Y'all volition need ArgyllCMS to exist installed, as you demand to use some of its tools. In the case code below, the ArgyllCMS tools are prefixed with argyll-. This is needed by some distributions, such every bit Gentoo and Sabayon where the "scanin" executable is chosen argyll-scanin, just not by others, such as Ubuntu where it is called just scanin. Suit accordingly.

Color target photo cropped to 24-patch side, with brownish patch top-left.

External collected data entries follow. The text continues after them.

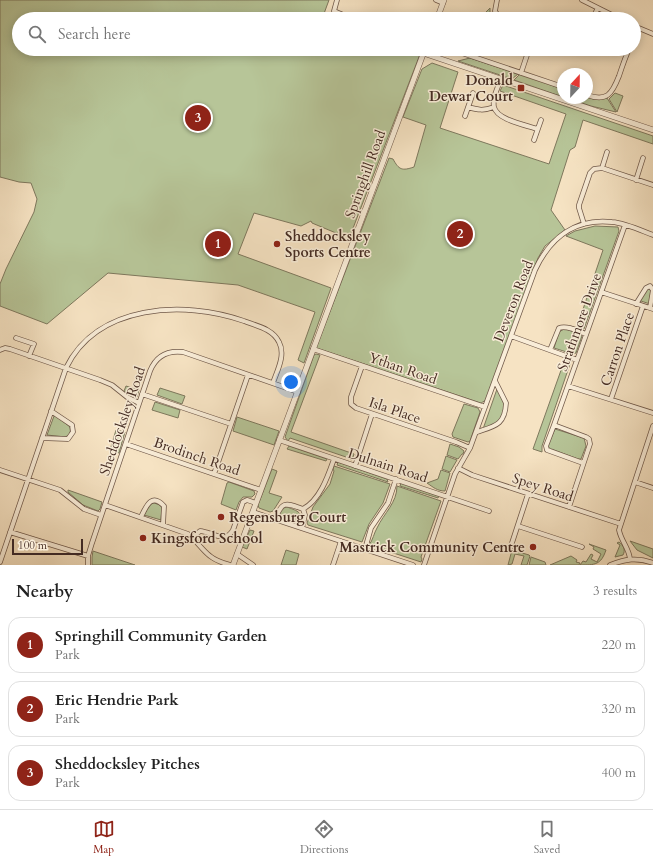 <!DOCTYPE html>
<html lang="en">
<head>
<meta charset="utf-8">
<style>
	:root { --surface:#fff; --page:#f2f2f2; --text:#222; --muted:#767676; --line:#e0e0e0; --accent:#8f2418 }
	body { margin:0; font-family:Cardo,serif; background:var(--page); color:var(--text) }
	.compass { position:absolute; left:557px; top:68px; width:36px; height:36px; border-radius:50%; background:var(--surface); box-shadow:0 2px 10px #0003; rotate:22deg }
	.scale { position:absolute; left:12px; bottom:10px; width:71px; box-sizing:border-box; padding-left:4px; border:2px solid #442b22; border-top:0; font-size:11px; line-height:14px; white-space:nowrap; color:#442b22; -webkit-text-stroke:3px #f9edd8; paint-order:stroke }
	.you { position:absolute; left:291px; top:382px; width:14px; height:14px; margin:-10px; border:3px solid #fff; border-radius:50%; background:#1a73e8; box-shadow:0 0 0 6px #1a73e833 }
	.badge { display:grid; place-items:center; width:26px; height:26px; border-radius:50%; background:var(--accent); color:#fff; font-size:13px; font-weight:700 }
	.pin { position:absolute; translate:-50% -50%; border:2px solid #fff; box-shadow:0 1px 4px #0006 }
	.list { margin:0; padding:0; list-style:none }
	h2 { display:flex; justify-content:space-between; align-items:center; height:52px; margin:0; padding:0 16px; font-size:17px }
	h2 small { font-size:13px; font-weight:400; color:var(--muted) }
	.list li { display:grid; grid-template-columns:26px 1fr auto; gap:12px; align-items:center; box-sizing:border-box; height:56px; margin:0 8px 8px; padding:0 8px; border:1px solid var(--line); border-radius:12px }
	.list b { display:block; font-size:15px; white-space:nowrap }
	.list p { margin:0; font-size:13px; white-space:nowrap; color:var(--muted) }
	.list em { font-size:13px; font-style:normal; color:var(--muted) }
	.icon { flex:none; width:22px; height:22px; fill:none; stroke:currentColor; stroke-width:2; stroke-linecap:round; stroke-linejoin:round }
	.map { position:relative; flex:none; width:653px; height:565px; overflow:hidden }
	.search { position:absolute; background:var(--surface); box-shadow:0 2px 10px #0003; left:12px; right:12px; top:12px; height:44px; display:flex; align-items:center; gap:10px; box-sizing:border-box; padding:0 14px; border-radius:22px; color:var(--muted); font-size:15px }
	.sheet { height:244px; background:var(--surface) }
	nav { display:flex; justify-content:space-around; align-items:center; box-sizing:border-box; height:56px; border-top:1px solid var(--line); background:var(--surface); font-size:11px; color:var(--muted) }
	nav a { display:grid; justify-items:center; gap:2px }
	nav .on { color:var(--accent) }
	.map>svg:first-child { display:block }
</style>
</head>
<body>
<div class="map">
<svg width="653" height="565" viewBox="0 0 653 565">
	<rect width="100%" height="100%" fill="#f6e3c3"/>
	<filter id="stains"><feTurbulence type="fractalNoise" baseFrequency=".005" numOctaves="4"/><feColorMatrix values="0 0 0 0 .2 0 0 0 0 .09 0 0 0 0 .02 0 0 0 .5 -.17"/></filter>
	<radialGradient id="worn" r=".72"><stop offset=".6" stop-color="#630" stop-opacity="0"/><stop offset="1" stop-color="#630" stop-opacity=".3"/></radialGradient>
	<path fill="#b7c598" stroke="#7e785d" d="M0,0H329L322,19H19V49H422L350,236L336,233L312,223L311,221L301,226L254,213L238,254L331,288L304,363L298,360L315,312L238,285L108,273L47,324L0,306V284L6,269L34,212L37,199L31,183L19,182L0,177Z
		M490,8V14L493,19H484L482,16Z
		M470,58L518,74L512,79L458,61Z
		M432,63L458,72L440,128L549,164L566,114L500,91L503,85L653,136V144L583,120L575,147L570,150L551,210L565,230L545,246L538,258L486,400L481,403L316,348L389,158L393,159C399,170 402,171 414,167L426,125L403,117L422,69Z
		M520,74L563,89V97L514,80Z
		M615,93L623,96L617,112L609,99Z
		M587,97C594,100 599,100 607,98L616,112L591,106L567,98Z
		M595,226L618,227L619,231L584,329L577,327L603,250L566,236L575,231Z
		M651,286L650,304L638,300L646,288Z
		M564,329H567L582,336L576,353L573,354L554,348L559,332Z
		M316,354L320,355L291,432L354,454L352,460L349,458L290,438L288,441L285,437L314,355Z
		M565,359L571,361L542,446V452L533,449Z
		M126,386L139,390L137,397L128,394L124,391Z
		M160,388L185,396L182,404L157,395Z
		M497,389C505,402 507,409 498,422L483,429Z
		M155,402L180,410L178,418L152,410Z
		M464,404L478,408L480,412L470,441L468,442L453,437L452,434Z
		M54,416H56L70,427C71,432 70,435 65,437L47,435Z
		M237,417L279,431L274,445L233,431Z
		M555,429L584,438L586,446L581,459H578L549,448L548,445Z
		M116,430L125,432L119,453L110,450Z
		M450,444L459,447L464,451L463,454H462L458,459L447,455Z
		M289,446L327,459L326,461L287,449Z
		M446,456L457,460L450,472L442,469Z
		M338,462L387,479L388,482L337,465Z
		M334,466L390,484L383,503L369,524L362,542L308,525L307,523L313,507L330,484L334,471L333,469Z
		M272,469L277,471L269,493L282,497L273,511L270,512L259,508L258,505Z
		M441,470L450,473L445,491C437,491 433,487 427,483L438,479Z
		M229,482L254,491L255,494L252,497H243L239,502L236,510L221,504L227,483Z
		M401,483L439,496L438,498L400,486Z
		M397,486L441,501L421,557L422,559L421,562L369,545C373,540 374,533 377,528C384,513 397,503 397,486Z
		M68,490L102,502L100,509L98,511L83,505L68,492Z
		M154,503L160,505L162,508L161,520L144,515L150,504Z
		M287,507C295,510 304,512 300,522L280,515C280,510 282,508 287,507Z
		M250,530L254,531L247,549L242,547Z
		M630,541L653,549V558L637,550Z
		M619,542C623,545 626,550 623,555L615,557L620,545L617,543Z
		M589,544L606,550C601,565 595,565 580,565L583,561L586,562L591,554L593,555L591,559L597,562L601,554L593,549L594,547Z
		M286,550L299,554L296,565H281Z
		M512,550L529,555L530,556L527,565H521L524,556L515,554L512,564L508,565Z
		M93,551L135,565H92V557Z
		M571,556L577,560L576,562L580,563L579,565H550Z
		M531,557L545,562L546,565H529Z"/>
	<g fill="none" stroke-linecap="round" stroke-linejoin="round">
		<defs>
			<path id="minor" d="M337,0L334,11L353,19
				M436,0L443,3
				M497,0L495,11L500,19
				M582,0L620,19
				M592,19L598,8
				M634,26L653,34
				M634,35L637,28
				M450,49L563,87
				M521,73L529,49
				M501,79C498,87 492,98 494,107C497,120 526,125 537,129
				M587,95C607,102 612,94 619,76C622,67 625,58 629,49
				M468,107C478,110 484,111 494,107
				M465,116L473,93
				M534,140L541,120
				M602,168L607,152
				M636,180L643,158
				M584,224L579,208V205L590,173L594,169L602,168L653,185
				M601,292L653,309
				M636,304L646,288L650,286L653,290L650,308
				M511,336L577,360
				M16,338L34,344L29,356
				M313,349L485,407
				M0,350L5,348L10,349L100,380L112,385L127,397L139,403
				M550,350L559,328C567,325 578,331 586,334
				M362,366L351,397V404L356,408L456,442L470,448
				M568,386L653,413
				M142,394L231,424
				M611,399L643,306
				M554,425L625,225
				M477,432C495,426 505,425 506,403L495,381
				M42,438L68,439L73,432L72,425L51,411
				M279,440L489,511
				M126,444L261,490
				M355,466L372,414
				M458,468L472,475L621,524
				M0,470L60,490L84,509L101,515
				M214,474L248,375
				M635,482L653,488
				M105,505L188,534C196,540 202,550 210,556C216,561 223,563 230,565
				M569,507L590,444L589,439L586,437L554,425L546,446L547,450L583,463
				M303,509C320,500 328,476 334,459
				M253,512L413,565
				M141,517C146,507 151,492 164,506L163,525
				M275,520C282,500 286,503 303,509L305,515L302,528
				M518,526L582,547
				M10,532L88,556
				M193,537L200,531C212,532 225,544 233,530L243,502L247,500L256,503
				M365,549L371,528L388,503L396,479
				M510,549L528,494
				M237,554L253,565
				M630,559C629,548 621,541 619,530L653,426
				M0,562L66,368C97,304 184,300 244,321C257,326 273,329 279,342C286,355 277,371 273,383
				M88,565V556L92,543L150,371C156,356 167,350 183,352L298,392
				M333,565L341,541
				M424,565L455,474L470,448L535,270C550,238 575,218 612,222C625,223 640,230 653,235
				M610,565C625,559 637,557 653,563"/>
			<path id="tertiary" d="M437,19L444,0
				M423,53L653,130
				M233,565L425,49"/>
		</defs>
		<use href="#minor" stroke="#70594a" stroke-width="5.5"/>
		<use href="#tertiary" stroke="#70594a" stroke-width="6"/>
		<use href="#minor" stroke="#f9edd8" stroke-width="4"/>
		<use href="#tertiary" stroke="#f9edd8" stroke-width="5"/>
	</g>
	<g fill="#8f2418" stroke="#f9edd8" stroke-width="1.5">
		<rect x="517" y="84" width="8" height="8" rx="2"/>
		<circle cx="277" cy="244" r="4"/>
		<circle cx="221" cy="517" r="4"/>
		<circle cx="143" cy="538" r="4"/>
		<circle cx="533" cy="547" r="4"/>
	</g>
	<g text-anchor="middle" stroke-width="3" stroke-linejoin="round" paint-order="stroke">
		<g font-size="14" font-weight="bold" fill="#442b22" stroke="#f9edd8" text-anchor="start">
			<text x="513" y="85" text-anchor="end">Donald<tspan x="513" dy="16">Dewar Court</tspan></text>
			<text x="285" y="241">Sheddocksley<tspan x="285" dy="16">Sports Centre</tspan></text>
			<text x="229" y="522">Regensburg Court</text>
			<text x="151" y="543">Kingsford School</text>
			<text x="525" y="552" text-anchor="end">Mastrick Community Centre</text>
		</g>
		<g font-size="14" fill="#442b22" stroke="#f9edd8">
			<text transform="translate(365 174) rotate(-70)" y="5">Springhill Road</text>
			<text transform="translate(513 301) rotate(-69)" y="5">Deveron Road</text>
			<text transform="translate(579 322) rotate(-70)" y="5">Strathmore Drive</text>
			<text transform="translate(617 349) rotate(-71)" y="5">Carron Place</text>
			<text transform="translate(403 368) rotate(19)" y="5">Ythan Road</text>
			<text transform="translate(395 410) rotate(19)" y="5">Isla Place</text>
			<text transform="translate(122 421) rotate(-71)" y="5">Sheddocksley Road</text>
			<text transform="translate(197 456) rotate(19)" y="5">Brodinch Road</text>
			<text transform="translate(388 465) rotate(18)" y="5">Dulnain Road</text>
			<text transform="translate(543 487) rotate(18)" y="5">Spey Road</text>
		</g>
	</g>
	<rect width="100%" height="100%" filter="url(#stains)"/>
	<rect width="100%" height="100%" fill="url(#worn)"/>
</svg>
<svg class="compass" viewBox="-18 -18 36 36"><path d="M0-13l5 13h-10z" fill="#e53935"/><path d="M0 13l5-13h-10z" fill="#767676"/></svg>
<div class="scale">100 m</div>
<div class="you"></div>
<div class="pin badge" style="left:218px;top:244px">1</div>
<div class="pin badge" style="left:460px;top:234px">2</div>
<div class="pin badge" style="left:198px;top:118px">3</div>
<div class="search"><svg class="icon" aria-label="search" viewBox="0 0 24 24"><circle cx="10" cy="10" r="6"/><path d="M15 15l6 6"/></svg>Search here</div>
</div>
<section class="sheet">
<h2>Nearby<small>3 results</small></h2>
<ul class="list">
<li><span class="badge">1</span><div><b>Springhill Community Garden</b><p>Park</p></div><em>220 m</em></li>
<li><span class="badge">2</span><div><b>Eric Hendrie Park</b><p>Park</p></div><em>320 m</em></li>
<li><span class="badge">3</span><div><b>Sheddocksley Pitches</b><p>Park</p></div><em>400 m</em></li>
</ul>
</section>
<nav>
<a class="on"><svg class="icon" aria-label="map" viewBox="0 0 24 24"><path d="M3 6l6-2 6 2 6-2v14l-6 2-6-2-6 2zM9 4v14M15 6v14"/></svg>Map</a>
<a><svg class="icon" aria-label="directions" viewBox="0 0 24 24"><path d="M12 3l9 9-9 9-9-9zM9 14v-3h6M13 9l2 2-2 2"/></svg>Directions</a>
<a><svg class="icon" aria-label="saved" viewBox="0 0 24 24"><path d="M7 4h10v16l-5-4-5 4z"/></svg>Saved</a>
</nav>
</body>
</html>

To generate a dual-illuminant DCP profile from two ColorChecker Passport shots:

  1. Take 2 photographs of the color target as described in a higher place in the Shooting the color chart department.
  2. For each of the two photos, do the following:
    1. Open up the photo in the latest version of RawTherapee,
    2. Apply the Neutral profile,
    3. Looking at the 24-patch target (if you target includes a second 26-patch side then ignore the 26-patch side), rotate information technology so that the brown patch is in the peak-left corner and the black one in the bottom-correct corner,
    4. Activate the crop tool, disable "lock ratio", and crop the 24-patch target at the corner markers,
    5. In the Color Management tool click the "Salve Reference Prototype" button, and in the window that appears make sure "Employ white balance" is not checked. Save the one shot as daylight.tif and the other equally tungsten.tif to the same folder which contains the compiled dcamprof executable.
  3. Become into the folder with the compiled dcamprof executable and run:
argyll-scanin -five -dipn tungsten.tif /usr/share/argyllcms/ref/ColorChecker.cht information-examples/cc24_ref.cie tungsten-diag.tif argyll-scanin -v -dipn daylight.tif /usr/share/argyllcms/ref/ColorChecker.cht data-examples/cc24_ref.cie daylight-diag.tif ./dcamprof brand-contour -i StdA tungsten.ti3 tungsten.json ./dcamprof make-profile -i D50 -C daylight.ti3 daylight.json ./dcamprof make-dcp -n "Pentax K10D" -d "Pentax K10D" -c "RawTherapee CC0" -t acr -o neutral tungsten.json daylight.json "PENTAX K10D.dcp"        

It is very important that during the make-dcp step y'all specify tungsten.json starting time and daylight.json 2nd!

In this example, the output file proper name is PENTAX K10D.dcp. You must utilize the name exactly as RawTherapee identifies information technology. Simply open the StdA or D50/D65 photo in RawTherapee and toggle the "Quick info" panel (shortcut fundamental "i") to come across which name RawTherapee identifies your camera as.

Your dual-illuminant DCP profile is set for utilize.

To take RawTherapee automatically use your new DCP, identify the DCP file in the dcpprofiles folder. This folder will typically be inside the RawTherapee installation folder in Windows, or in /usr/share/rawtherapee/dcpprofiles/ in Linux and macOS. Alternatively, create a new default PP3 for raw files which uses your new DCP - see Creating processing profiles for general use.

Per default DCamProf volition smooth the LUT to prioritize smoothness over accuracy. This makes the profile more robust for general-purpose use. If you wish you can command all smoothing parameters manually but it's by and large not needed. See DCamProf'southward documentation for further information.